Peristiwa curas tersebut terjadi pada Jumat malam (30/1/2026) sekitar pukul 20.20 WIB di Jalan Desa Kampung Tarikolot RT 04 RW 05, Desa Sukajaya, Kecamatan Sukaresmi. Saat itu, korban yang tengah melintas menggunakan sepeda motor mendadak dihadang batang pohon pisang yang sengaja dipasang melintang di jalan.
Ketika korban turun untuk menyingkirkan penghalang tersebut, tiga pelaku tiba-tiba muncul, menarik korban, melakukan kekerasan, lalu membawa kabur sepeda motor korban. Aksi tersebut membuat warga sekitar geger dan menimbulkan keresahan.
Kapolsek Cisurupan, AKP Yulius Siswantoro, S.E., mengungkapkan bahwa pihaknya langsung bergerak cepat setelah menerima laporan kejadian.

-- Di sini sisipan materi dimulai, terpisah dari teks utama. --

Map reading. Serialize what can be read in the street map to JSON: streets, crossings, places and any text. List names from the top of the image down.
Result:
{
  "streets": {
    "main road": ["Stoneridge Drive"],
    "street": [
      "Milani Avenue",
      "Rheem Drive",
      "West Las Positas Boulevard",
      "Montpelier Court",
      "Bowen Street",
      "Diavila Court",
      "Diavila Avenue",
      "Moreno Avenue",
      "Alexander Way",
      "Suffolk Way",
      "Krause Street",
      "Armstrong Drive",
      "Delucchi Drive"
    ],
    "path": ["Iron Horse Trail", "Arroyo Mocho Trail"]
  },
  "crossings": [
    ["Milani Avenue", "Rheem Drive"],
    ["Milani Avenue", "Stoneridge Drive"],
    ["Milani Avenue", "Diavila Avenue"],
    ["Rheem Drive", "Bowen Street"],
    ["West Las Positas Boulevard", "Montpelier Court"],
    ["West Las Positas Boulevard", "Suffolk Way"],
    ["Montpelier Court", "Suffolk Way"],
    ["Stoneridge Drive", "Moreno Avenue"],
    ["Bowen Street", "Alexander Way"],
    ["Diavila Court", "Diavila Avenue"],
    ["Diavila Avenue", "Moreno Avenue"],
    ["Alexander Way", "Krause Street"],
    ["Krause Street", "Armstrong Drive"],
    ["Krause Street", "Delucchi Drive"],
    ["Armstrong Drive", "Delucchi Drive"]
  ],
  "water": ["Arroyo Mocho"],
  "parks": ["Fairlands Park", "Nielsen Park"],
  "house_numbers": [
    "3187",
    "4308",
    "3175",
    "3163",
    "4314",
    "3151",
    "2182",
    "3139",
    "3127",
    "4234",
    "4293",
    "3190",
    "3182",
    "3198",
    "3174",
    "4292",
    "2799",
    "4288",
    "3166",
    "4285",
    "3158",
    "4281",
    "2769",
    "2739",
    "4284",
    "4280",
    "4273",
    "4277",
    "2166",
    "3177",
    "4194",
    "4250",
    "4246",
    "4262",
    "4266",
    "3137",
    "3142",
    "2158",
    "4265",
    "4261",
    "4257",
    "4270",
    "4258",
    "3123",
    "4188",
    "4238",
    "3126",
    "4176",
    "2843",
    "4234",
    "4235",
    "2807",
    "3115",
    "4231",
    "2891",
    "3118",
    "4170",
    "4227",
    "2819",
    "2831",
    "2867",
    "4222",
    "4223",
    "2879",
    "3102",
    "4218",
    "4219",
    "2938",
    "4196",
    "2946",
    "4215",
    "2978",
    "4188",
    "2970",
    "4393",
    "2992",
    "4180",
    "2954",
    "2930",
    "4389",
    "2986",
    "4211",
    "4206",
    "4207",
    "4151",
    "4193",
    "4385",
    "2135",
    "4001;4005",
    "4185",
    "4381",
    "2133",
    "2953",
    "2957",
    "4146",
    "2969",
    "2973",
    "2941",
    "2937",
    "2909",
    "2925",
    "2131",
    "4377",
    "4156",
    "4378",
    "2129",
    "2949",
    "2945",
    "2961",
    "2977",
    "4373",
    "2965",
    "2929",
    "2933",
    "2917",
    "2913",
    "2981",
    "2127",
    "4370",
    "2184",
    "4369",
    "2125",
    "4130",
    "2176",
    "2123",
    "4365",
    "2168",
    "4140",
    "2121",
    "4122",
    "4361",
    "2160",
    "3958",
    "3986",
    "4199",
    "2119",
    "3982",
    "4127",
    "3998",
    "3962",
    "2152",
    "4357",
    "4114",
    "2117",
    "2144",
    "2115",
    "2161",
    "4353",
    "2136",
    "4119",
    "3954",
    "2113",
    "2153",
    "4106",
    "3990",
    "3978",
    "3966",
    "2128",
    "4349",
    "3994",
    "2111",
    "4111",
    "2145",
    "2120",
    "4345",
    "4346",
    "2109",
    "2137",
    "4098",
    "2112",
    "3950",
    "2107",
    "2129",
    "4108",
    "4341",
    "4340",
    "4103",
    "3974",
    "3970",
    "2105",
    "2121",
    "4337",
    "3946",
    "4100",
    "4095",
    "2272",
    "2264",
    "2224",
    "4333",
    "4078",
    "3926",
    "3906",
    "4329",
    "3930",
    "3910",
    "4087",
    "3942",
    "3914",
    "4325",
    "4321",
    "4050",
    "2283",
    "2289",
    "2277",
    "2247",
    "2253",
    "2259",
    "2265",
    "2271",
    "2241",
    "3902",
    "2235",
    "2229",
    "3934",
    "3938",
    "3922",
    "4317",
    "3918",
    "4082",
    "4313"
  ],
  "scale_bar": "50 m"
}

“Unit Reskrim Polsek Cisurupan segera melakukan penyelidikan dan menyebarkan ciri-ciri pelaku kepada masyarakat,” ujar AKP Yulius kepada awak media, Selasa (3/2/2026).
Hasilnya, pada Sabtu siang sekitar pukul 12.00 WIB, Kanit Reskrim Polsek Cisurupan mendapat informasi keberadaan para pelaku. Berkat kerja sama dengan warga, ketiga terduga pelaku berhasil diamankan, masing-masing berinisial AT (21), DD (19), dan DS (16), yang seluruhnya merupakan warga Kecamatan Sukaresmi.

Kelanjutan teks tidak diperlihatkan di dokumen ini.